Wireless sensors and other small independent devices require power to operate. If the unit is easily accessed and people available, changing batteries is an option. However, there are many situations in which a sensor or other device must be placed somewhere which is difficult to impossible to access later, yet the device must continue to operate for a very long time without maintenance. Batteries large enough to last for years make such devices much larger than necessary, and may leak or degrade in other ways.

Ideally such devices could take energy from their own environment. While a few applications allow the use of solar, commonly this is not an option. On vehicles or operating machinery, however, there are often significant vibrations, both from the engine driving the machinery and from secondary effects of operation, such as a vehicle going over bumps. There is significant energy in these vibrations, especially on the scale of small wireless sensors which require only milliwatts, sometimes less, to operate.

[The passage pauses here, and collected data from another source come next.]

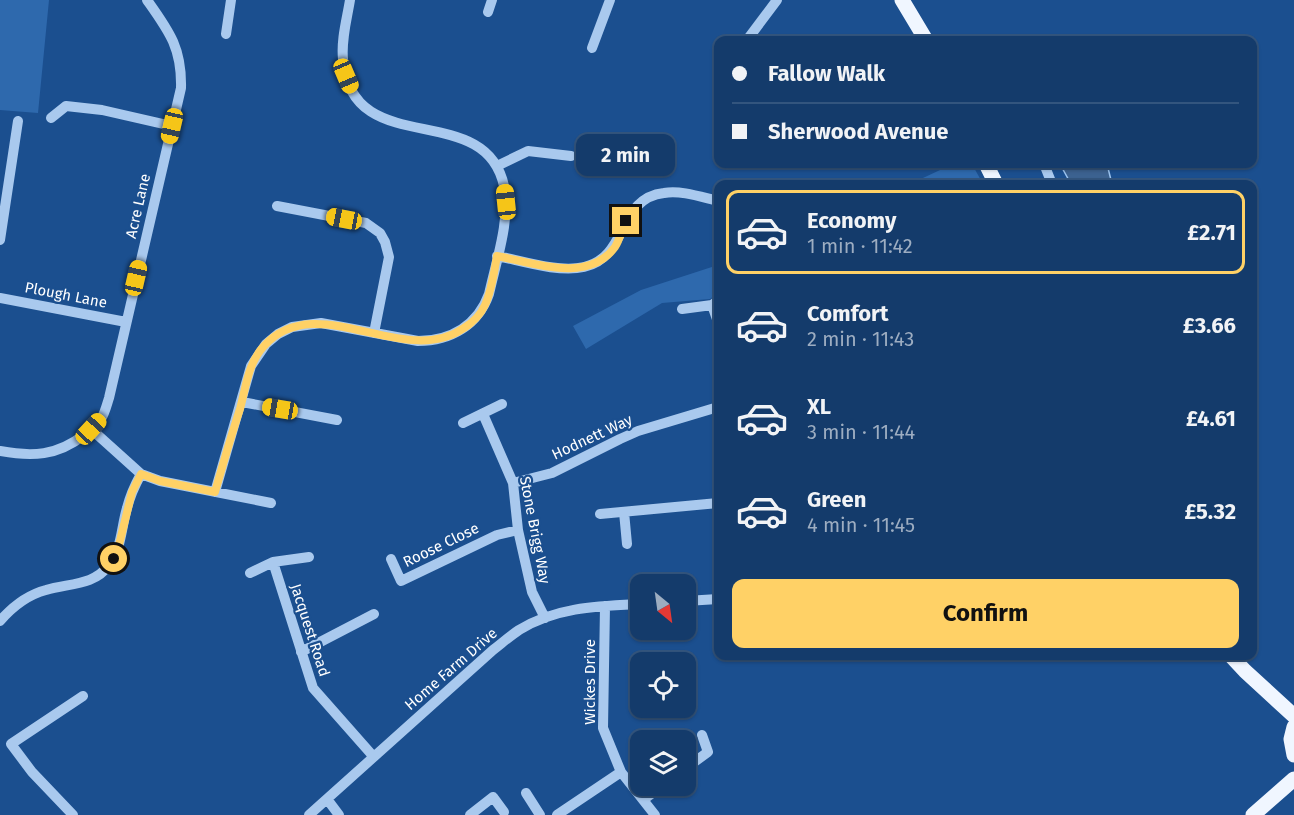 <!DOCTYPE html>
<html lang="en">
<head>
<meta charset="utf-8">
<style>
	:root { --surface:#143b6b; --page:#1d4271; --text:#f1f3f6; --muted:#9dadc1; --line:#33557e; --accent:#ffd166 }
	body { margin:0; font-family:"Fira Sans",sans-serif; background:var(--page); color:var(--text); height:100vh; display:flex; flex-direction:column; font-size:22px; white-space:nowrap }
	* { box-sizing:border-box; margin:0 }
	p { font-size:20px; color:var(--muted) }
	.icon { flex:none; width:33px; height:33px; fill:none; stroke:currentColor; stroke-width:2; stroke-linecap:round; stroke-linejoin:round }
	.map { position:relative; flex:1; overflow:hidden }
	.panel { position:absolute; left:714px; top:180px; width:543px; height:480px; display:flex; flex-direction:column; background:var(--surface); border-radius:12px; box-shadow:0 2px 4px #0004,0 0 0 2px var(--line) }
	.panel>* { flex:none }
	.top-card { position:absolute; left:714px; top:36px; width:543px; height:132px; border-radius:12px; box-shadow:0 2px 4px #0004,0 0 0 2px var(--line); display:grid; align-content:center; height:132px; padding:0 18px; background:var(--surface) }
	.needle { width:39px; rotate:151deg }
	.controls { position:absolute; left:630px; top:574px; display:grid; gap:12px }
	.controls a { display:grid; place-items:center; width:66px; height:66px; border-radius:12px; background:var(--surface); box-shadow:0 2px 4px #0004,0 0 0 2px var(--line); font-size:30px }
	.end { position:absolute; width:27px; height:27px; margin:-14px; border:8px solid #ffd166; background:#111; box-shadow:0 0 0 3px #111 }
	.from { border-radius:50% }
	.bubble { position:absolute; height:42px; border-radius:12px; background:var(--surface); box-shadow:0 2px 4px #0004,0 0 0 2px var(--line); font-size:20px; font-weight:700; line-height:42px; text-align:center }
	.car { position:absolute; width:18px; height:36px; margin:-18px -9px; border-radius:8px; box-shadow:0 0 4px 2px #0007; background:linear-gradient(#f5c518 24%,#345 0 40%,#f5c518 0 76%,#345 0 86%,#f5c518 0) }
	.top-card b { display:flex; align-items:center; gap:21px; height:57px; font-size:22px }
	.top-card b+b { border-top:2px solid var(--line) }
	.top-card i { width:15px; height:15px; background:var(--text) }
	ul { padding:10px 0 0; list-style:none }
	li { display:flex; align-items:center; gap:18px; height:84px; margin:0 12px 9px; padding:0 6px; border:3px solid transparent; border-radius:12px }
	li div { flex:1 }
	li b { display:block; font-size:22px }
	li em { font-style:normal; font-weight:700 }
	li.active { border-color:var(--accent) }
	li>.icon { width:54px; height:54px; stroke-width:1.5 }
	.action { display:flex; gap:12px; margin-top:auto; padding:12px 18px }
	.action a { flex:1; height:69px; border-radius:12px; background:var(--accent); color:#111; font-size:24px; font-weight:700; line-height:69px; text-align:center }
	.map>svg:first-child { display:block }
</style>
</head>
<body>
<div class="map">
<svg width="1294" height="815" viewBox="0 0 1294 815">
	<rect width="100%" height="100%" fill="#1b4f8f"/>
	<path fill="#2e69ad" d="M0,0H49L38,113L0,110Z
		M953,164H972L983,184H910Z
		M718,265V293L710,299L662,303L586,349L573,326L641,290Z"/>
	<path fill="#3c6290" stroke="#9cc4f0" stroke-width="1.5" d="M1060,164H1107L1112,184H1071Z"/>
	<g fill="none" stroke-linecap="round" stroke-linejoin="round">
		<path stroke="#a9c9ee" stroke-width="10" d="M488,12L492,0
			M226,34L231,0
			M747,40L777,0
			M592,48L610,0
			M51,118L66,106L102,110L172,126
			M1044,164L1052,184
			M497,166L528,151L571,156
			M277,206L366,223L380,233L385,242L389,257L374,333
			M0,240L18,121
			M497,256C522,261 559,273 584,267C629,257 617,198 664,193C681,190 701,197 718,201
			M0,298L126,322
			M712,305L718,322
			M682,309L712,305L718,300
			M242,402L337,420
			M483,414L513,483L518,530L532,592L545,618
			M463,423L502,404
			M91,429L141,474L160,481L271,503
			M0,451C32,457 57,456 84,435C89,431 96,426 101,419C105,413 107,404 109,398L181,88C182,48 169,31 147,0
			M513,483L552,473L620,439L638,431L718,407
			M215,492L251,366L266,344L278,334L292,327L321,323L418,341C451,341 478,325 489,294C496,262 511,218 504,186C485,97 351,163 343,59C341,39 347,19 350,0
			M624,512L627,544
			M600,514L718,503
			M391,559L401,581L497,535L518,530
			M273,562L313,688L373,756
			M250,573L273,562L309,557
			M686,601L718,599
			M605,606L603,728L621,772L655,815
			M0,621C13,606 27,595 46,590C68,583 94,586 109,565C122,548 121,528 127,508C130,496 135,485 141,474
			M301,652L374,614
			M686,768L708,752L702,735
			M526,793L540,815
			M327,799L339,815
			M643,800L662,786
			M73,815L32,772L11,744L83,696
			M309,815L493,650C502,643 510,636 519,630C556,607 598,606 640,604
			M470,815L493,797L504,812
			M557,815L621,772"/>
		<path stroke="#f0f6ff" stroke-width="15" d="M902,0L926,40
			M986,164L996,184
			M1231,656L1245,671L1294,716
			M1294,727L1291,739L1294,755
			M1253,815L1294,779"/>
	</g>
	<g fill="none" stroke-linecap="round" stroke-linejoin="round">
		<path stroke="#ffd166" stroke-width="8" d="M114,559L118,549L132,492L141,474L160,481L215,492C223,464 231,436 240,409C246,387 248,363 264,346C317,287 404,370 464,328C472,323 481,314 485,305C492,290 494,272 497,256C534,263 588,284 615,247C620,239 622,229 626,221"/>
	</g>
	<g text-anchor="middle" stroke-width="4.5" stroke-linejoin="round" paint-order="stroke">
		<g font-size="15" fill="#fff" stroke="#1b4f8f">
			<text transform="translate(138 206) rotate(-77)" y="5">Acre Lane</text>
			<text transform="translate(66 295) rotate(11)" y="5">Plough Lane</text>
			<text transform="translate(592 437) rotate(-25)" y="5">Hodnett Way</text>
			<text transform="translate(535 530) rotate(79)" y="5">Stone Brigg Way</text>
			<text transform="translate(441 545) rotate(-26)" y="5">Roose Close</text>
			<text transform="translate(310 630) rotate(72)" y="5">Jacquest Road</text>
			<text transform="translate(451 669) rotate(-41)" y="5">Home Farm Drive</text>
			<text transform="translate(590 682) rotate(-90)" y="5">Wickes Drive</text>
		</g>
	</g>
</svg>
<div class="controls">
<a><svg class="needle" viewBox="-14 -14 28 28"><path d="M0-13l5 13h-10z" fill="#e53935"/><path d="M0 13l5-13h-10z" fill="#9dadc1"/></svg></a>
<a><svg class="icon" aria-label="locate" viewBox="0 0 24 24"><circle cx="12" cy="12" r="6"/><path d="M12 2v4M12 18v4M2 12h4M18 12h4"/></svg></a>
<a><svg class="icon" aria-label="layers" viewBox="0 0 24 24"><path d="M12 4l9 5-9 5-9-5zM3 14l9 5 9-5"/></svg></a>
</div>
<i class="end from" style="left:114px;top:559px"></i>
<i class="end" style="left:626px;top:221px"></i>
<div class="bubble" style="left:576px;top:134px;width:99px">2 min</div>
<i class="car" style="left:346px;top:76px;rotate:157deg"></i>
<i class="car" style="left:172px;top:126px;rotate:193deg"></i>
<i class="car" style="left:506px;top:202px;rotate:354deg"></i>
<i class="car" style="left:344px;top:219px;rotate:281deg"></i>
<i class="car" style="left:136px;top:278px;rotate:13deg"></i>
<i class="car" style="left:280px;top:409px;rotate:280deg"></i>
<i class="car" style="left:91px;top:429px;rotate:43deg"></i>
<div class="top-card">
<b><i class="from"></i>Fallow Walk</b>
<b><i></i>Sherwood Avenue</b>
</div>
<section class="panel">
<ul>
<li class="active"><svg class="icon" aria-label="car" viewBox="0 0 24 24"><path d="M5 17H2v-5l4-1 3-4h7l3 4 3 1v5h-3M9 17h6M6 11h13"/><circle cx="7" cy="17" r="2"/><circle cx="17" cy="17" r="2"/></svg><div><b>Economy</b><p>1 min · 11:42</p></div><em>£2.71</em></li>
<li><svg class="icon" aria-label="car" viewBox="0 0 24 24"><path d="M5 17H2v-5l4-1 3-4h7l3 4 3 1v5h-3M9 17h6M6 11h13"/><circle cx="7" cy="17" r="2"/><circle cx="17" cy="17" r="2"/></svg><div><b>Comfort</b><p>2 min · 11:43</p></div><em>£3.66</em></li>
<li><svg class="icon" aria-label="car" viewBox="0 0 24 24"><path d="M5 17H2v-5l4-1 3-4h7l3 4 3 1v5h-3M9 17h6M6 11h13"/><circle cx="7" cy="17" r="2"/><circle cx="17" cy="17" r="2"/></svg><div><b>XL</b><p>3 min · 11:44</p></div><em>£4.61</em></li>
<li><svg class="icon" aria-label="car" viewBox="0 0 24 24"><path d="M5 17H2v-5l4-1 3-4h7l3 4 3 1v5h-3M9 17h6M6 11h13"/><circle cx="7" cy="17" r="2"/><circle cx="17" cy="17" r="2"/></svg><div><b>Green</b><p>4 min · 11:45</p></div><em>£5.32</em></li>
</ul>
<div class="action"><a>Confirm</a></div>
</section>
</div>
</body>
</html>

Unfortunately, all commercially available vibration harvesting systems have a fatal flaw when looked at from the view of general applications: they are restricted to harvesting in a very narrow band (a few Hz wide) of frequencies, as they are based on resonant harvesting (the harvesting device resonates strongly with some particular frequencies, becoming efficient at generating usable energy in those frequencies). The problem is that in most general applications, the available vibrations span a wide range of frequencies and no single frequency can be relied upon to be strongly present.

IEM’s Wise Solution

This problem is of great interest to IEM as we have multiple wireless sensor projects for use on aircraft and other vehicles which would benefit from an efficient power harvesting solution. Accordingly, IEM has researched a number of approaches and techniques to allow a power harvesting system to operate across a wide variety of frequencies. Many approaches are not practical; for example, while in theory one could construct a cantilevered design which could be self-tuning, the vibrations change too frequently for this to maintain a high efficiency, and are quite complex. Instead, IEM looked at various harvesting methods with an eye to using the efficient core methods and adding to them ways of extending the operating range without having a strong “drop-off” around specific narrow frequency bands. These basic designs have been completed and tested and show very favorable results. IEM continues this research and expects to develop products based on this new technology soon.